WHAT YOU WILL DO – Only lines holding the word "lane" should be copied from the material.

THE DATA –
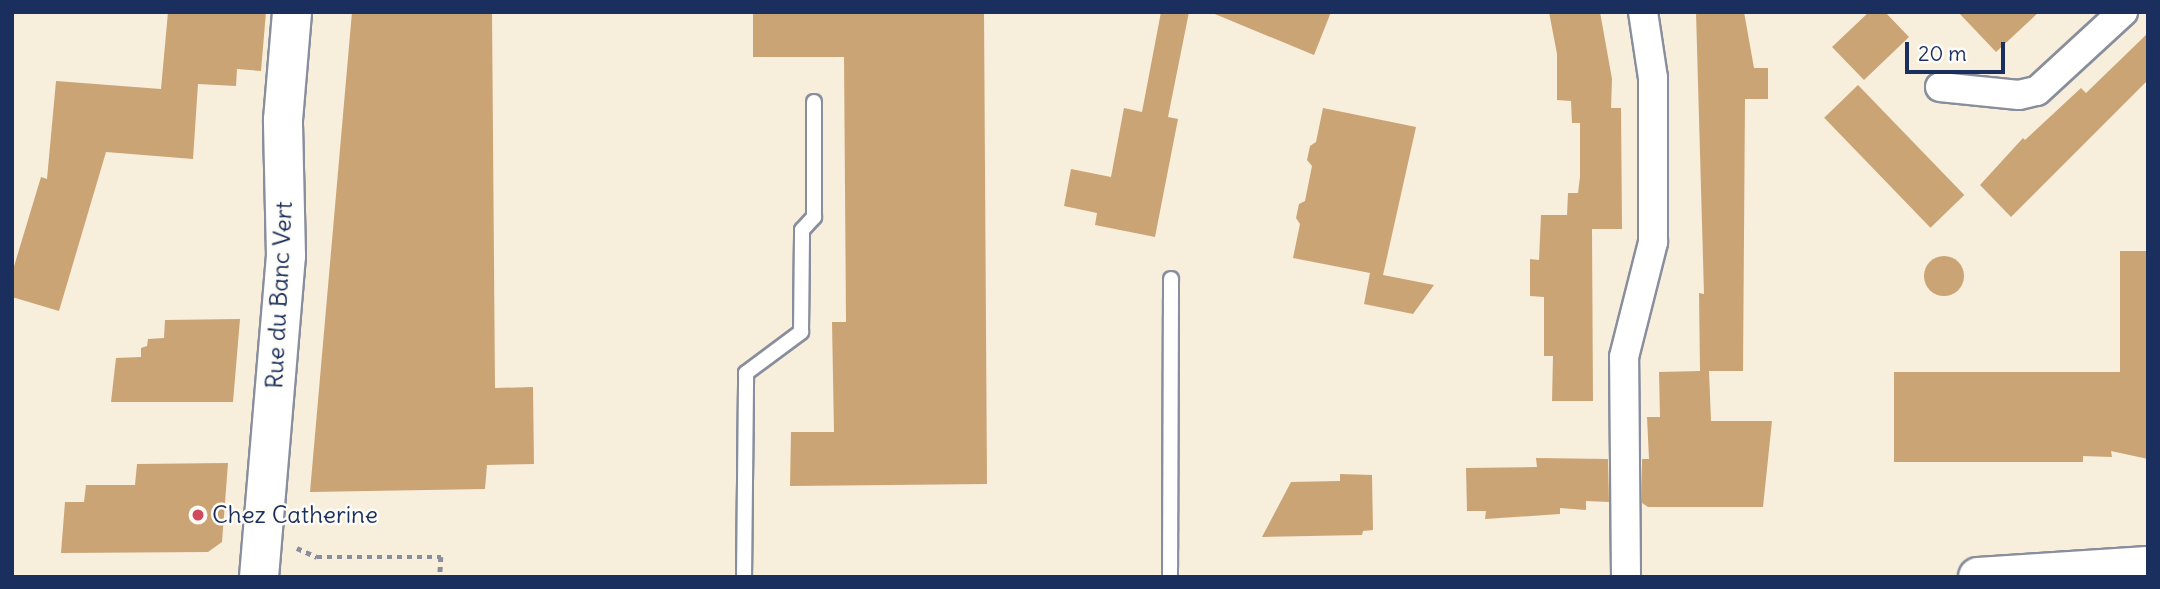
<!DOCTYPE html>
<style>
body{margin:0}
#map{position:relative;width:2160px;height:589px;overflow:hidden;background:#f7eedc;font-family:Delius,sans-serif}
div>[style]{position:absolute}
.building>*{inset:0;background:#cba475;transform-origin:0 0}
.round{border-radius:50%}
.path>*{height:4.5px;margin-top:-2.25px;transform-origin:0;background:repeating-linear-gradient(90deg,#898e9d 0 5px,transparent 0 10px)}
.roads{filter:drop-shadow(2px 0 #898e9d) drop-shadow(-2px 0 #898e9d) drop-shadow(0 2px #898e9d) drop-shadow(0 -2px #898e9d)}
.lane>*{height:14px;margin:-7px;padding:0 7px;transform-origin:7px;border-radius:7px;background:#fff}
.street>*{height:28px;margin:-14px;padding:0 14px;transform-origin:14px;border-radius:14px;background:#fff}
.secondary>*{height:38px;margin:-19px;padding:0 19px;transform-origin:19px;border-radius:19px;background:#fff}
.dots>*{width:19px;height:19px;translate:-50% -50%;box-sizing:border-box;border:4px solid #fdfcf7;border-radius:50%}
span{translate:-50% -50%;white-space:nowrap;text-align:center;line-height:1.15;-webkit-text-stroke:5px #fdfcf7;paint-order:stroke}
.street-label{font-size:24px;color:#1b2f5e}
.poi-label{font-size:24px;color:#1b2f5e}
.left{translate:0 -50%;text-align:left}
.frame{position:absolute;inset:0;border:14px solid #1b2f5e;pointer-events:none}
.scale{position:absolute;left:1905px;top:42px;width:100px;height:32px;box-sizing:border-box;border:4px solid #1b2f5e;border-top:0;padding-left:9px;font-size:21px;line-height:24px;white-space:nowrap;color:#1b2f5e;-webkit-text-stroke:5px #fdfcf7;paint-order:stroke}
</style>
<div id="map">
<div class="building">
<div style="clip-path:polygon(168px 12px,266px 12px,261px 71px,237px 69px,236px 86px,198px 84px,193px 159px,106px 152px,59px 311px,12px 297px,12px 273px,41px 177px,47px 179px,56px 81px,161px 89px)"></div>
<div style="clip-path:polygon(352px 12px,492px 12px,495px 388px,533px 387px,534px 464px,487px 465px,485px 489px,310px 492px)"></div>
<div style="clip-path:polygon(753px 12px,984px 12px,987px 484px,790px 486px,791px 432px,834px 432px,832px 322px,846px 322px,844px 57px,753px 57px)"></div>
<div style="clip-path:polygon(1161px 12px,1189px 12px,1168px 117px,1178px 119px,1155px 237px,1095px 225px,1097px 213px,1064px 206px,1071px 169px,1111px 177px,1124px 108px,1142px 112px)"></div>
<div style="clip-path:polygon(1210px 12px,1331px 12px,1314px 55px)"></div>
<div style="clip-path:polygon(1549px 12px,1600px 12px,1612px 79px,1611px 108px,1621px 108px,1622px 229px,1592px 229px,1593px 401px,1552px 401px,1553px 356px,1544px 356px,1544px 297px,1530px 296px,1530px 259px,1539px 260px,1541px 215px,1567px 215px,1568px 193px,1578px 193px,1580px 177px,1580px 123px,1572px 123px,1571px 101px,1557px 100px,1557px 54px)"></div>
<div style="clip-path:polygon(1696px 12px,1744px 12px,1754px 68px,1768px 68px,1768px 99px,1745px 99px,1743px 371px,1709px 371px,1711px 421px,1772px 421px,1763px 507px,1648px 507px,1642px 503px,1642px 459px,1649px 459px,1647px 417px,1660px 417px,1659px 372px,1700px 371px,1699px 293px,1704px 294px)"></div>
<div style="clip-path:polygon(1869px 12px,1885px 12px,1909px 37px,1864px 80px,1832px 47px)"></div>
<div style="clip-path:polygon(1958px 12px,2039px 12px,1996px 52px)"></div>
<div style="clip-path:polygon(2148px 33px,2148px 80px,2011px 217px,1980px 185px,2023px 138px,2025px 140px,2081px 88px,2086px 93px)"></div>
<div style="left:1858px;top:85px;width:153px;height:47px;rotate:46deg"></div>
<div style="clip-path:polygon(1323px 108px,1416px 127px,1383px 275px,1434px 285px,1413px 314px,1364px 304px,1370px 273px,1293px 258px,1300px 224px,1296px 218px,1299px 204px,1305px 201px,1312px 166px,1307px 160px,1310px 146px,1316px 142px)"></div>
<div style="clip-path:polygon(2120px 251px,2148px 251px,2148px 459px,2111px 451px,2112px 457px,2083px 456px,2083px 462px,1894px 462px,1894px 372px,2120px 372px)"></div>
<div class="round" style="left:1924px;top:256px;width:40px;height:40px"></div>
<div style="clip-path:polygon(240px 319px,233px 402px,111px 402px,116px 358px,141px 357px,141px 348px,147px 346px,148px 339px,164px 338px,165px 320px)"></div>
<div style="clip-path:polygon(1536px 458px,1608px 459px,1609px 502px,1586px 501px,1586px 510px,1560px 508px,1560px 514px,1485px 519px,1486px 511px,1467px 511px,1466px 468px,1537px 467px)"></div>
<div style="clip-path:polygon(228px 463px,222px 542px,208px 552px,61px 553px,65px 502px,84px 502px,86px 485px,135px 485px,137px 464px)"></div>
<div style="clip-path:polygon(1340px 474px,1372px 475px,1373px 530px,1363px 531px,1362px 535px,1262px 537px,1291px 482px,1340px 481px)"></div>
</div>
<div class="path">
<div style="left:297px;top:548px;width:22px;rotate:24deg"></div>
<div style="left:317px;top:557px;width:124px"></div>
<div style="left:441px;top:557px;width:20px;rotate:93deg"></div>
</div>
<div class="roads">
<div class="lane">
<div style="left:744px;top:577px;width:204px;rotate:-89.4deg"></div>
<div style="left:746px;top:373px;width:69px;rotate:-36.7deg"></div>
<div style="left:801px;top:332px;width:102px;rotate:-89.4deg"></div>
<div style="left:802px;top:230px;width:18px;rotate:-47deg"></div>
<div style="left:814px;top:217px;width:115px;rotate:-90deg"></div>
<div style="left:1170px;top:577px;width:298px;rotate:-89.8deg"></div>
</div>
<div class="street">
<div style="left:1940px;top:87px;width:79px;rotate:5.8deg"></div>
<div style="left:2019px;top:95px;width:18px;rotate:-13deg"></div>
<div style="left:2037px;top:91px;width:117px;rotate:-42.6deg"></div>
<div style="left:1626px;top:577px;width:220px;rotate:-90.5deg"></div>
<div style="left:1624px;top:357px;width:119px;rotate:-75.8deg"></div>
<div style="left:1653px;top:242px;width:164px;rotate:-90deg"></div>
<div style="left:1653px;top:78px;width:67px;rotate:-98.6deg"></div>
</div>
<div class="secondary">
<div style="left:259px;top:577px;width:322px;rotate:-85.2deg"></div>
<div style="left:286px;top:256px;width:136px;rotate:-91.3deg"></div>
<div style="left:283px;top:120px;width:108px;rotate:-85.2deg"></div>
<div style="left:1978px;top:577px;width:170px;rotate:-3.7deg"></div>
</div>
</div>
<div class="dots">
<div style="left:198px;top:515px;background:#d1495b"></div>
</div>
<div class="street-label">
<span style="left:279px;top:295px;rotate:-87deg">Rue du Banc Vert</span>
</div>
<div class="poi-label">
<span class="left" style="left:212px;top:515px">Chez Catherine</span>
</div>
<div class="frame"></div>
<div class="scale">20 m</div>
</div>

ANSWER BOX –
.lane>*{height:14px;margin:-7px;padding:0 7px;transform-origin:7px;border-radius:7px;background:#fff}
<div class="lane">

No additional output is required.